Post by jodibelle352 »

Only 2 others (that I know of) know what I am about to share now with all of you. By posting it makes everything I've been dealing with very REAL. Facing the fact that at some time in the near future I will be loosing the 'love of my life' and 'soul mate' of 37 years is the one thing I have been putting off for several months now.

The family I have here are my life line. I know in my heart that many of you have not understood why I've not been on much and if I may have forgotten you. My extended family I want you to know that those thoughts are so very far from the truth. Once I found the family here each and everyone of you have become a very important part of me. It doesn't seem possible that in June I will be celebrating the anniversary of being a part of this family for 2 years. With your love, comfort & support I've truly grown with acceptance of my disease as well as become capable to make great strides in my emotional and mental wellbeing.

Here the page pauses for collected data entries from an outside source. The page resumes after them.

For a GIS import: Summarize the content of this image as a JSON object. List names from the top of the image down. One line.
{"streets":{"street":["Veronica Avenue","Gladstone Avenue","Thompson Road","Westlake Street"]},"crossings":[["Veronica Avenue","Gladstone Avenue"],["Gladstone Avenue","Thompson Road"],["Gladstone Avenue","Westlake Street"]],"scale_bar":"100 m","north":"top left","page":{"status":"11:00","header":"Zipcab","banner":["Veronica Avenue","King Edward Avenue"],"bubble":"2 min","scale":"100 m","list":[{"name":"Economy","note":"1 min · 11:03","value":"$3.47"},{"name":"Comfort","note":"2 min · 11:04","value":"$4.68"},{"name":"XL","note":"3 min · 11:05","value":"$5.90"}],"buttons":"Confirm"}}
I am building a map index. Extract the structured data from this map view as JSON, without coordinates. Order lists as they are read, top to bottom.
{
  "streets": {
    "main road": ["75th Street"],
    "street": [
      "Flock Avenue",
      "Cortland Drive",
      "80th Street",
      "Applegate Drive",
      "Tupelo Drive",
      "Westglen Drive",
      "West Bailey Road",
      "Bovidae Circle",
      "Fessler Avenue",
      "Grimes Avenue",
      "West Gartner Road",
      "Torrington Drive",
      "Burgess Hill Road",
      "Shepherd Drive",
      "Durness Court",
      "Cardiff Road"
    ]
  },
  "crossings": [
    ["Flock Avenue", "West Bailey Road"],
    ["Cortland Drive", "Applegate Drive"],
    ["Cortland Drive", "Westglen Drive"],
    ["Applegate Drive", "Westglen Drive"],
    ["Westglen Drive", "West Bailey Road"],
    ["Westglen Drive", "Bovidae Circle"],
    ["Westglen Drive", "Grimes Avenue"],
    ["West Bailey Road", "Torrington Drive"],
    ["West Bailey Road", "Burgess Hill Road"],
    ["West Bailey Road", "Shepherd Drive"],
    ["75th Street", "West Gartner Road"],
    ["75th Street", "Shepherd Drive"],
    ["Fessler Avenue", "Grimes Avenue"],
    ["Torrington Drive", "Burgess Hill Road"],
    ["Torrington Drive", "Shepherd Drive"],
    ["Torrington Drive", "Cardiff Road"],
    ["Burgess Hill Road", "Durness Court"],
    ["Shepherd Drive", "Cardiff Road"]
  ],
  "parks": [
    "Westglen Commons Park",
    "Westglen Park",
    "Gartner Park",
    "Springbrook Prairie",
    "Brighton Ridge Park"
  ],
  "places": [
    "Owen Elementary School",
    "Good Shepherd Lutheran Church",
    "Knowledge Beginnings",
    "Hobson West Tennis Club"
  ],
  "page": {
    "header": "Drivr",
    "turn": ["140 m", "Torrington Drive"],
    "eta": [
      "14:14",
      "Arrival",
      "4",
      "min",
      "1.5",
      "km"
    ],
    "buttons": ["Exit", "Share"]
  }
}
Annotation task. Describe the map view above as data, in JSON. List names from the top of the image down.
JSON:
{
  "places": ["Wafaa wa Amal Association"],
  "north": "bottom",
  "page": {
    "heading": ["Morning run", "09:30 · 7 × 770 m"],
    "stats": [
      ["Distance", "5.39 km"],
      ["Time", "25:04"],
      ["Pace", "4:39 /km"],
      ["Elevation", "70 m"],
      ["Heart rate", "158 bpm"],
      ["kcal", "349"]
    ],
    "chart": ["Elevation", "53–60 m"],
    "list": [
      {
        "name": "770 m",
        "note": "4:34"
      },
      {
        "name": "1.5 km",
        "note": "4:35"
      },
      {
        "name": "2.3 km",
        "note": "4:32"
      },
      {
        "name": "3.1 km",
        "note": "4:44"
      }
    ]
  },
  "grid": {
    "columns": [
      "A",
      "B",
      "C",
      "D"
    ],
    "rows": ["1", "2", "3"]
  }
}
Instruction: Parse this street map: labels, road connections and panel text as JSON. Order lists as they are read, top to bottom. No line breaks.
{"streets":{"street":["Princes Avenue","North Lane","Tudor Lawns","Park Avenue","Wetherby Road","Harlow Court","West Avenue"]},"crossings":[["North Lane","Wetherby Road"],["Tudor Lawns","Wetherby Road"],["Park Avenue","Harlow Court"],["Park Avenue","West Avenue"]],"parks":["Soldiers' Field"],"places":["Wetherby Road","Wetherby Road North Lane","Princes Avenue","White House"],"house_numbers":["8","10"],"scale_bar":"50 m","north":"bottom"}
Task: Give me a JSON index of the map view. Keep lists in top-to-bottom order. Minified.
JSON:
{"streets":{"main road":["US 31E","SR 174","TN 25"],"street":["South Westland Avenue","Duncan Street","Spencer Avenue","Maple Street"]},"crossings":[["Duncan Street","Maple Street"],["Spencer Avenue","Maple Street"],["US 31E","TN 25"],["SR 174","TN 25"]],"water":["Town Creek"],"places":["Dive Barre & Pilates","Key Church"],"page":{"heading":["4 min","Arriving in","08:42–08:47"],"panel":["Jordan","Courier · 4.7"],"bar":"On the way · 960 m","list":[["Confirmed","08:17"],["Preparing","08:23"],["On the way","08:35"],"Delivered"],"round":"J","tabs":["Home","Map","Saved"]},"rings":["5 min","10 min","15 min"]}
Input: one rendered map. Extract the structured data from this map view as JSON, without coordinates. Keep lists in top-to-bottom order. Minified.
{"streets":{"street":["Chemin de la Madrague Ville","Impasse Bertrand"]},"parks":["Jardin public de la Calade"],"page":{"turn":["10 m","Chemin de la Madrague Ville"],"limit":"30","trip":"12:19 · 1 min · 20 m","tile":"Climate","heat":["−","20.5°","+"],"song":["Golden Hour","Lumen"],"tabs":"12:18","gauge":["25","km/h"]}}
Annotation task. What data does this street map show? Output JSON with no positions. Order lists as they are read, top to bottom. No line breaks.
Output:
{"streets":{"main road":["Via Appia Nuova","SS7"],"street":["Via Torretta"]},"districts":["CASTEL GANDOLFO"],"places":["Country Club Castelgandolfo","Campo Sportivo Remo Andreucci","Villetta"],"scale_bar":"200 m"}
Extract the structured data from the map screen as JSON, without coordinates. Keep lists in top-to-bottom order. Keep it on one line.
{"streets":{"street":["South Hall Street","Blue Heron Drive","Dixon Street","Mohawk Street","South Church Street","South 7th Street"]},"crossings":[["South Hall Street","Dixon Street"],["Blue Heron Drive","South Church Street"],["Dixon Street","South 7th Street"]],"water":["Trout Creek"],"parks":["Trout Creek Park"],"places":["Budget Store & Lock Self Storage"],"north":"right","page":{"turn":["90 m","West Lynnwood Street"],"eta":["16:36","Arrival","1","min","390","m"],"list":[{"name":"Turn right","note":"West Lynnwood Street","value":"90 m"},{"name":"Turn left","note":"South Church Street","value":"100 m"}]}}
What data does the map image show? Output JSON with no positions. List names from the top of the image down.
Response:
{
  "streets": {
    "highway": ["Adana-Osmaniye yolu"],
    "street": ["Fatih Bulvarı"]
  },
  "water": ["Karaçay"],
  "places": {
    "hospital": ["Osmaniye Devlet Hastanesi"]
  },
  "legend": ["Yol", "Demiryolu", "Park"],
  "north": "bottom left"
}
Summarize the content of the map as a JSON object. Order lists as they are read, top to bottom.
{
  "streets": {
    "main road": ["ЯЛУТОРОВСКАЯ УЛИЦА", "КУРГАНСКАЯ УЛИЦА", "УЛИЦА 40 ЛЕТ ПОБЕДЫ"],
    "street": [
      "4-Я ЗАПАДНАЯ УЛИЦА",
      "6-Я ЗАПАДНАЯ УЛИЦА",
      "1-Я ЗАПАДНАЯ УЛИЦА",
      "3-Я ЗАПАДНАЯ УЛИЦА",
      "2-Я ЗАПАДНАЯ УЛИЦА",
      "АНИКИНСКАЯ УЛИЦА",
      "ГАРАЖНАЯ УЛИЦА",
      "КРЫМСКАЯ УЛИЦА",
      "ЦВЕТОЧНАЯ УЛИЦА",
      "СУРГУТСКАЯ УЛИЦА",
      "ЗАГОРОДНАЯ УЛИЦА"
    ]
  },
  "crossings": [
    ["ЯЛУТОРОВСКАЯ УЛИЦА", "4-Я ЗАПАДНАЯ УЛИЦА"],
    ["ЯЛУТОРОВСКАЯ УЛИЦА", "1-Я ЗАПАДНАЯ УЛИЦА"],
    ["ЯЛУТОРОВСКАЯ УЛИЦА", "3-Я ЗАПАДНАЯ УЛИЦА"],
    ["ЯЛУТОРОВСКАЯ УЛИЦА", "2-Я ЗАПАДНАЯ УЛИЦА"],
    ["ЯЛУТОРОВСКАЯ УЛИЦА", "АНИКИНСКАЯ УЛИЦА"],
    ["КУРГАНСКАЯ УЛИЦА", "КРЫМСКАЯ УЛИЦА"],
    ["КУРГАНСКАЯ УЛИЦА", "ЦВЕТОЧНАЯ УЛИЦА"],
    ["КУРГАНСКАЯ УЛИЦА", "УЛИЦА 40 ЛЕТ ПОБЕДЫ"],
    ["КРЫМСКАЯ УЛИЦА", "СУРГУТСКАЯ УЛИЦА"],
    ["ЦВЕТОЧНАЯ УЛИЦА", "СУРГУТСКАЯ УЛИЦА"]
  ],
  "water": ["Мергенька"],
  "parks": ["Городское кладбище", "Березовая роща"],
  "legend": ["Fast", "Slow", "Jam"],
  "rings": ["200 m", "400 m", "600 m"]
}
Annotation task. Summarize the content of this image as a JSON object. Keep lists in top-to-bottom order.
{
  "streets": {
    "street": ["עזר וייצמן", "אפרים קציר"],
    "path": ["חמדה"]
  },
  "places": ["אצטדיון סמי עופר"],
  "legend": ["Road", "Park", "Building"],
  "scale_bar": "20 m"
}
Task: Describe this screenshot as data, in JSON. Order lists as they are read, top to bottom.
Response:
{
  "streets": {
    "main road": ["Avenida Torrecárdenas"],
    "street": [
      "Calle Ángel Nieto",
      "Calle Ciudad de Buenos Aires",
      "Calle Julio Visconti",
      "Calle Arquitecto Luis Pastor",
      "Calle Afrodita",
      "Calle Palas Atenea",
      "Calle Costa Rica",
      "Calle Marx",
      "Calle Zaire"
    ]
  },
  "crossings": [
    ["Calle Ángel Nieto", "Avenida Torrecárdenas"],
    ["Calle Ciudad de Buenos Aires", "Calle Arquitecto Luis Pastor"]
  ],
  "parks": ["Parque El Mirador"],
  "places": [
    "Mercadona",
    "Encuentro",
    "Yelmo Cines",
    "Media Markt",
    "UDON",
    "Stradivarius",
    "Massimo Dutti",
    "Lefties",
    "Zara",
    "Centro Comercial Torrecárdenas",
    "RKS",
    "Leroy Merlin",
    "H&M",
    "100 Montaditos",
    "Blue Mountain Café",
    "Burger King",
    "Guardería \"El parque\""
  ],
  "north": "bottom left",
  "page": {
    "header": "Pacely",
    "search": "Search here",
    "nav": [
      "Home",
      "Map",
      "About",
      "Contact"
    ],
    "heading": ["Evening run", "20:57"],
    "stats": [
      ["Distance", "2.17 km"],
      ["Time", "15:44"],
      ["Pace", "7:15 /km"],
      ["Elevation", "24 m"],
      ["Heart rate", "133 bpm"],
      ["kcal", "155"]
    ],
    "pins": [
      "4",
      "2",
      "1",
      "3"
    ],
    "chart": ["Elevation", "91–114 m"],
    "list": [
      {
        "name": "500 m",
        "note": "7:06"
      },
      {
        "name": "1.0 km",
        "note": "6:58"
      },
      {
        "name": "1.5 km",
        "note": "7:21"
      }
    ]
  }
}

Now I'm asking for your prayers. My husband; David is very ill. A month ago we made the decission to allow Heartland Hospice to come in as we truly needed help with his medical issues. For 15 years I've done the very best I could possibly do and have prided myself in keeping him out of the hospital and at home. It has become very clear that each seasons change have become very difficult for him to adapt. He is on oxygen 24/7 and my 95lbs. weight issue makes it almost impossible for me to do what I've done for years.

Posting this is so very difficult for me because it's an admission to myself and to others that it's just a matter of time. I want each and everyone of you that because of you I'm stronger emotionally then I was 2 years ago and I owe it all to the love and support I've received from you. Please be patient with me when my absense seems too long, it's not intentional but sometimes I'm just unable to be on the boards when my total focus needs to be on David.

It is 5:00a.m. here in Michigan and tired doesn't even discribe what I am right now but David is having another of several downward spirals. I've contacted Heartland and am waiting for the arrival of a nurse to check David once again. Sometimes in life we all have to do what has to be done and I do my best to rest/sleep when I can and give him the care he desperately needs during my awake hours.

I love all of you and now that I have informed you I want you to know that it has helped me knowing that now I'm able to share with my extended family here when things get tough.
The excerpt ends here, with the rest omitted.